From early on there have been accusations leveled at Trump that he was a Trojan horse designed to bring down the Republic Party and guarantee Hillary Clinton's electoral success. But this sort of theory reposes on the idea that Trump has been simply trying to building up his own brand in cooperation with the Clintons. The ugliness of the campaign as it grinds to a close would seem to undermine the theory. Hillary and the Donald seem anything but cooperative with one another, and the Donald seems to be tearing down his brand, not building it up. In other words, Trump has been trying to win but has been doing a poor job to reach his goal.
Although the Clinton sources have denied that Bill Clinton urged the Donald to run, if Bill presented in favorable terms a Donald White House run, then he was basically supporting that option.
So let's try a different tack: what if the Donald wanted to run but was uncertain if he should. Bill Clinton, however, wanted him to run because he perceived the Donald as a strong Republican primary candidate but a weaker general election candidate than Jeb Bush, Marco Rubio, Scott Walker or some of the other potential Republican nominees. If that is what was going on, then Bill Clinton deserves his label of political genius.
Perhaps what Bill Clinton perceived is what many of us have learned. Trump has a strong minority in the Republican Party. As the Republican race started off, Trump commanded a huge amount of media coverage, and he had a steady and solid one-third of the Republican electorate. While this was not a majority of the primary voters, it was large when compared to the voter support of any of the other 16 candidates. As candidates withdrew from the nomination race, Trump managed to pick up a small percentage of their supporters. In the end he had over 50% of the voters and had prevailed in enough primary elections to guarantee his nomination at the nominating convention.
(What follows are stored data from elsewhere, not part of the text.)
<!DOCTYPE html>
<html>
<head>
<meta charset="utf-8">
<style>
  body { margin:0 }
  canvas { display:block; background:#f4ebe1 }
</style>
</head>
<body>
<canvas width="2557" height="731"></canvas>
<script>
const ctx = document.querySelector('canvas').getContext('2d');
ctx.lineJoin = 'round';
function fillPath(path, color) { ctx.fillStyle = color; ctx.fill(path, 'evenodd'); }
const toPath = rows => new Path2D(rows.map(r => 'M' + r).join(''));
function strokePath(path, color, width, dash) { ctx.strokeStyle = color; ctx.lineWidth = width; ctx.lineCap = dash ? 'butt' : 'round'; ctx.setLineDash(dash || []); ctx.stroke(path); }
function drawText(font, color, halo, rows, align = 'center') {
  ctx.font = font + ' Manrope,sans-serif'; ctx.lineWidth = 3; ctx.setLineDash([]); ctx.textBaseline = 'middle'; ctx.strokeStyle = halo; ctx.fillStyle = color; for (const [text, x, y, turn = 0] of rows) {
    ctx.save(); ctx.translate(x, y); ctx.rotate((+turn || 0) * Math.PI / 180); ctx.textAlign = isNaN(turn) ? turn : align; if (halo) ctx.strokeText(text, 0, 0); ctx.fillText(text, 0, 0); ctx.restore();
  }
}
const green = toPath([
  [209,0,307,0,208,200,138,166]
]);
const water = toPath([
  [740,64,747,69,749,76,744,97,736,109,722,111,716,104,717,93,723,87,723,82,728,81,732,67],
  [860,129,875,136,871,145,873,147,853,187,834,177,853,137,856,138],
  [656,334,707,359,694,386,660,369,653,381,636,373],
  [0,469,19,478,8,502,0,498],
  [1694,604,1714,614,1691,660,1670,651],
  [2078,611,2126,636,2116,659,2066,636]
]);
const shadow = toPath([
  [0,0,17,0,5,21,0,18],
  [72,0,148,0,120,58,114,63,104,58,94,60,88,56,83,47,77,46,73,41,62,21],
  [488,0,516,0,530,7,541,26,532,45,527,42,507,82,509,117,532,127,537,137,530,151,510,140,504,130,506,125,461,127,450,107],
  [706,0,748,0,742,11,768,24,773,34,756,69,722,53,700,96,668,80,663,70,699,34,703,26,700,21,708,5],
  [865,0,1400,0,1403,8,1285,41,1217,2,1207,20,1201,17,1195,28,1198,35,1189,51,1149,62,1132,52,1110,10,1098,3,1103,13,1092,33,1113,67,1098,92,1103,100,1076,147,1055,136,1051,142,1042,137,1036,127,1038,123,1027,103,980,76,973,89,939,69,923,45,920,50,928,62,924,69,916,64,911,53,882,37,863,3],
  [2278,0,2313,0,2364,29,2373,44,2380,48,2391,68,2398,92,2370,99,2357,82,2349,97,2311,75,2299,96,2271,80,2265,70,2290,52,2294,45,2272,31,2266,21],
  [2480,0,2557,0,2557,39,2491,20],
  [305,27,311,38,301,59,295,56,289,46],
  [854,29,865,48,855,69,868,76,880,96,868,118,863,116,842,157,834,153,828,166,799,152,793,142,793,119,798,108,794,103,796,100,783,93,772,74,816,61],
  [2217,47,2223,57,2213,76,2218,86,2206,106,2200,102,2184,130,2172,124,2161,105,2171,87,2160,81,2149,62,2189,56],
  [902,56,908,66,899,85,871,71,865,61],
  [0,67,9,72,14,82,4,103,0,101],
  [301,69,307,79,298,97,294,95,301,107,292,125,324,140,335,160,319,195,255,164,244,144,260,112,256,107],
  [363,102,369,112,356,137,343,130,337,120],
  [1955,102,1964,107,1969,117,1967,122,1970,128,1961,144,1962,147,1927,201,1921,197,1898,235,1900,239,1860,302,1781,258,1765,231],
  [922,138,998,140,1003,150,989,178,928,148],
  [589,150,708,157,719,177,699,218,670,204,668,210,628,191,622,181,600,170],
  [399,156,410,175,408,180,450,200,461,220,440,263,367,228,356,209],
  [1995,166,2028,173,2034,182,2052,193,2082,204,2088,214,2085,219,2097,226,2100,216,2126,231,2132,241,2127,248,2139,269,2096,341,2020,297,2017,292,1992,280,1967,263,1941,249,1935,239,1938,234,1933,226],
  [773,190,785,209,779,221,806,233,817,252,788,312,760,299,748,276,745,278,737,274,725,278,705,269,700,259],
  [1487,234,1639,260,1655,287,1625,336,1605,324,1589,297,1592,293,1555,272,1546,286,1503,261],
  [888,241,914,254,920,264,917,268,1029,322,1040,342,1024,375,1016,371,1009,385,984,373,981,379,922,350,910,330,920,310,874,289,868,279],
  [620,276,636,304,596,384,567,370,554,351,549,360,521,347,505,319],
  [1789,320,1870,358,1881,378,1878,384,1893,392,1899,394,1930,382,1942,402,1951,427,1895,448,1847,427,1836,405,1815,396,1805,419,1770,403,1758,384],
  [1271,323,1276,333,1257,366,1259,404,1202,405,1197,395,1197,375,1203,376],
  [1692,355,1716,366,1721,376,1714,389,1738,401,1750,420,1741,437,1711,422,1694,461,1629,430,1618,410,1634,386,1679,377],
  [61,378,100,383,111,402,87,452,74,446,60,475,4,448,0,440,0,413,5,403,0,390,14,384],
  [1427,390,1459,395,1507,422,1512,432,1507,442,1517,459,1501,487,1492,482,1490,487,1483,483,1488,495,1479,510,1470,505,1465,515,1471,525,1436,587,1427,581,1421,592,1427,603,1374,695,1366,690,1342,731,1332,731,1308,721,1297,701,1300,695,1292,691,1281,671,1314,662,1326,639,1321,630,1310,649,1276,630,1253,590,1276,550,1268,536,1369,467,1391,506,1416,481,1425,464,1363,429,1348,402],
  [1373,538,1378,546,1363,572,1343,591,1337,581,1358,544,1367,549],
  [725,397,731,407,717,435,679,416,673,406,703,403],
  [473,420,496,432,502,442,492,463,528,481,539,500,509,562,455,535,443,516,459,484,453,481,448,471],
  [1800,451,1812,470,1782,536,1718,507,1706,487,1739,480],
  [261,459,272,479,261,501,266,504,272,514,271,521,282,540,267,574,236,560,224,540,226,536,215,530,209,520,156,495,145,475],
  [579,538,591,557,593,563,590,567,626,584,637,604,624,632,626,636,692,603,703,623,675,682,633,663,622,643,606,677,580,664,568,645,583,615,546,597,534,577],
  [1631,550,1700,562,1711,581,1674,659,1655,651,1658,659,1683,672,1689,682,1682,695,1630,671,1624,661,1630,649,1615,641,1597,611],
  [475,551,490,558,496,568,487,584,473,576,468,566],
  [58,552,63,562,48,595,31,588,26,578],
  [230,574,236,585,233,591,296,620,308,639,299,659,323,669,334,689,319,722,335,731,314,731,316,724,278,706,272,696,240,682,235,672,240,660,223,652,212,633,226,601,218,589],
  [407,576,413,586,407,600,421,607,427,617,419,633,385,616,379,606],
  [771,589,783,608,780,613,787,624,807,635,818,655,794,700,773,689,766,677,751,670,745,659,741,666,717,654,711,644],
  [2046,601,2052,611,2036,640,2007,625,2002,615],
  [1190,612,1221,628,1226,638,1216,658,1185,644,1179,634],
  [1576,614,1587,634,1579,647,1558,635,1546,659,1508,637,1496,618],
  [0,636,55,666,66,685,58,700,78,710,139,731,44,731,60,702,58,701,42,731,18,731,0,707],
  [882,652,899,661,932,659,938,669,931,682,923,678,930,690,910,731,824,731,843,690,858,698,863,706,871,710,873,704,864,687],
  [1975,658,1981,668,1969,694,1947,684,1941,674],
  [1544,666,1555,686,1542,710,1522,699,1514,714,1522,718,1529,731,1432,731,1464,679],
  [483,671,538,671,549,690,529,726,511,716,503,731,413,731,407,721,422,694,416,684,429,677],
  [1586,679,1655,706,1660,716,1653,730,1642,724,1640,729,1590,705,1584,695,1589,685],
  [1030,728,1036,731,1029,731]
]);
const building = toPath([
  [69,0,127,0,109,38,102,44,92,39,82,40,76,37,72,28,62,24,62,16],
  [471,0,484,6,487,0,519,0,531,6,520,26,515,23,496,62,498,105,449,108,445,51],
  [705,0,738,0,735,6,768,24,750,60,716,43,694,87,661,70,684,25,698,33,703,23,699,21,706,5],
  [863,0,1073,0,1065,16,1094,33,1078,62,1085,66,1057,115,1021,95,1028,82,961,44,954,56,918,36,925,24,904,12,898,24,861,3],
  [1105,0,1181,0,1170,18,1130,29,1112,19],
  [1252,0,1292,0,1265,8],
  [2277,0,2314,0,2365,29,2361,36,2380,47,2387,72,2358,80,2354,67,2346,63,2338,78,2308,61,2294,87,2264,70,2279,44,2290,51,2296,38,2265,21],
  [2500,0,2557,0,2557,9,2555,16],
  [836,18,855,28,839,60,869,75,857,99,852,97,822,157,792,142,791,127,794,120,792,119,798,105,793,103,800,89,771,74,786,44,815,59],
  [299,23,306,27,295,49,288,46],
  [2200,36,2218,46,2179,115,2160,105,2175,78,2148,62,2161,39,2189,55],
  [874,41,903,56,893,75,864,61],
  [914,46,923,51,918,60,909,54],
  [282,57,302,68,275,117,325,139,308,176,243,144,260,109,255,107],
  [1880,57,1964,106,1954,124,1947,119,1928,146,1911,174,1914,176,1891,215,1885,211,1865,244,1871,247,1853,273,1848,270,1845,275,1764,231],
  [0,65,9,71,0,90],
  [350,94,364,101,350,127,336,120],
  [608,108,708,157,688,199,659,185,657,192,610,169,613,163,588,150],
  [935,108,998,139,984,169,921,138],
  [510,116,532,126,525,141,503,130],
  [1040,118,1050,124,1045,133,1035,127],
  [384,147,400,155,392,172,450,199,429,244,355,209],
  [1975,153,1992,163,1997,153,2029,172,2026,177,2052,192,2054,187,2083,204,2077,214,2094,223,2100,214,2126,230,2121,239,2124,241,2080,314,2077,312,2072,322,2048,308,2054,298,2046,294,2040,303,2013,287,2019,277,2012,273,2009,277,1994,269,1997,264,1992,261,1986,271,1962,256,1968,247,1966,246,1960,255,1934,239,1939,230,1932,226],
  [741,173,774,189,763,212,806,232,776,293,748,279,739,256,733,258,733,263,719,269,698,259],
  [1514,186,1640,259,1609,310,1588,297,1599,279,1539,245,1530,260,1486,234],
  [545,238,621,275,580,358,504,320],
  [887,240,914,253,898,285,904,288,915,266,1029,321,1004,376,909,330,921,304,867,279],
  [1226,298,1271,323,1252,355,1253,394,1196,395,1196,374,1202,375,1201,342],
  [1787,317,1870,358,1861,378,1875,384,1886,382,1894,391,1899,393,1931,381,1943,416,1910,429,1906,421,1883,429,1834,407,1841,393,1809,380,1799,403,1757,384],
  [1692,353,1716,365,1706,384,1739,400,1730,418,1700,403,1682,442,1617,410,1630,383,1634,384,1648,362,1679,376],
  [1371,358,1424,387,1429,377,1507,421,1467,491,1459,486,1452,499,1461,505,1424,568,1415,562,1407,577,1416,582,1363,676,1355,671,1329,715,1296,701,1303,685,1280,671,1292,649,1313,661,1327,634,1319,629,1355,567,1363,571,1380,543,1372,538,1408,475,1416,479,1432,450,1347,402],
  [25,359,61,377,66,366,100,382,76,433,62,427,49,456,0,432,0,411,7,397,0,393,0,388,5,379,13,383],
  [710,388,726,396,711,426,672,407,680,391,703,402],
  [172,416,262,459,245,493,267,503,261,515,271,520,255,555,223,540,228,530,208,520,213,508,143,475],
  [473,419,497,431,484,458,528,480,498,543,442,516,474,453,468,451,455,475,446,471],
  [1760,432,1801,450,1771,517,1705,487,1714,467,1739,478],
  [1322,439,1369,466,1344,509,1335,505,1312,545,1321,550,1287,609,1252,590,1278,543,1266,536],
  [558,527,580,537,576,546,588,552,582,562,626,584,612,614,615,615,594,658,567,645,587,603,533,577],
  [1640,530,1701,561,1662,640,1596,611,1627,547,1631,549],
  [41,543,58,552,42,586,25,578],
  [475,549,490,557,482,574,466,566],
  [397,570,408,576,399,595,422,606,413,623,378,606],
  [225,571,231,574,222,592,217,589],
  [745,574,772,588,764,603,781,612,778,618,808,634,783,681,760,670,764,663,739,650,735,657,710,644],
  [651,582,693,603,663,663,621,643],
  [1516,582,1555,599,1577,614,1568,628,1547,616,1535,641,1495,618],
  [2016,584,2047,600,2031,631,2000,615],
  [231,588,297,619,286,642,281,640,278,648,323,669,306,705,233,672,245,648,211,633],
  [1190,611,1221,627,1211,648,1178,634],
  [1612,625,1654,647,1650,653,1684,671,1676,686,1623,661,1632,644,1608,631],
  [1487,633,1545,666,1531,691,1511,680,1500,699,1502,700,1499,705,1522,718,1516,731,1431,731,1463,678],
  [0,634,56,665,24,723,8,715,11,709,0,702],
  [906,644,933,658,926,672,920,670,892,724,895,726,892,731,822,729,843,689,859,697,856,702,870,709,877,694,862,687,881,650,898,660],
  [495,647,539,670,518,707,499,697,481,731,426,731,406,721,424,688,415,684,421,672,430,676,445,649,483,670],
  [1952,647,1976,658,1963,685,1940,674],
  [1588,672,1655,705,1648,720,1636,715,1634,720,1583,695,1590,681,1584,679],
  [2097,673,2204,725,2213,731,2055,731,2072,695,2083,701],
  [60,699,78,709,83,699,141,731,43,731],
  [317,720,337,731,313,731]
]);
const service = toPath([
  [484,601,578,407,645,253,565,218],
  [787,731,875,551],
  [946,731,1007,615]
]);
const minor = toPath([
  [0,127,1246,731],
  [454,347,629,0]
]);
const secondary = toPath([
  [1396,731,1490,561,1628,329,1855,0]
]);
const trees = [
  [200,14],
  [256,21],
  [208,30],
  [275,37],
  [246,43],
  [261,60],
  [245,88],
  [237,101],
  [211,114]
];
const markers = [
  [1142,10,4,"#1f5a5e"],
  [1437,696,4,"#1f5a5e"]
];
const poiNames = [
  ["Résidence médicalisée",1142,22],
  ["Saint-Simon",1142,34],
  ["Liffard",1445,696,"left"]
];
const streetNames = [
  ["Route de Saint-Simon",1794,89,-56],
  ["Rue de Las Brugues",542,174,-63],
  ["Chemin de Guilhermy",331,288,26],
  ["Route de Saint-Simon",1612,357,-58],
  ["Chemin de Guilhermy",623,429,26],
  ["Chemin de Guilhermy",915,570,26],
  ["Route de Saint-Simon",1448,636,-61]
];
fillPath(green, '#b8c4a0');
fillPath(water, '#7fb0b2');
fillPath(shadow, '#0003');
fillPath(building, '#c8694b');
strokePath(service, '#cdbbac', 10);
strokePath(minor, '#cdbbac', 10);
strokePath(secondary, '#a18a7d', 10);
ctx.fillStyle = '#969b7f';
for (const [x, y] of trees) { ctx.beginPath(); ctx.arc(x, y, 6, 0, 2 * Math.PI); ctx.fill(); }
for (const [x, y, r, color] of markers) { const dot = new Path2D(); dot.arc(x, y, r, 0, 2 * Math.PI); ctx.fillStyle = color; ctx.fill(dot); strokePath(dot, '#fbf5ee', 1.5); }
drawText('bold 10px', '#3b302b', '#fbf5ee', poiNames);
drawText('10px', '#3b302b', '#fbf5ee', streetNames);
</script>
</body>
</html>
During the general election, however, and notwithstanding Hillary Clinton's own problems with the electorate, the strategy of negativity and hate which the Donald successfully used to build support in the primaries caused him to lose support. The Republican establishment never liked him, and its support of the Donald has slowly peeled away. As we approach the election, Trump's lack of support has made it plain that Clinton will win the election.
Looking back over the past year or more, it has become evident that a candidate such as Marco Rubio or Jeb Bush would have done better than Trump against Clinton. Either of those two could have maintained the establishment Republican Party and probably would have won over the Trump supporters. Neither of them have the extreme problems that have emerged for Trump as a result of his personality disorders.
Even if Bill Clinton did not urge Trump to run, he probably did nothing to dissuade the Donald from seeking the Republican nomination. Adding yet another candidate to the many already running would do nothing to help the Republican Party. And Bill Clinton would certainly know Trump as a person and would be able to foresee the problems he would make for himself in trying to run.
In late May 2015, no one could predict how strong the Sanders candidacy would become or that Trump would ultimately gain the Republic nomination. From Bill Clinton's perspective, however, adding Trump to the Republican stew would have no negative effect on Hillary's candidacy. In the end, the combination of rigging the Democratic nomination and having Trump as the Republican nominee has resulted in giving the election of Hillary. And that, after all, is what Bill Clinton wanted all along.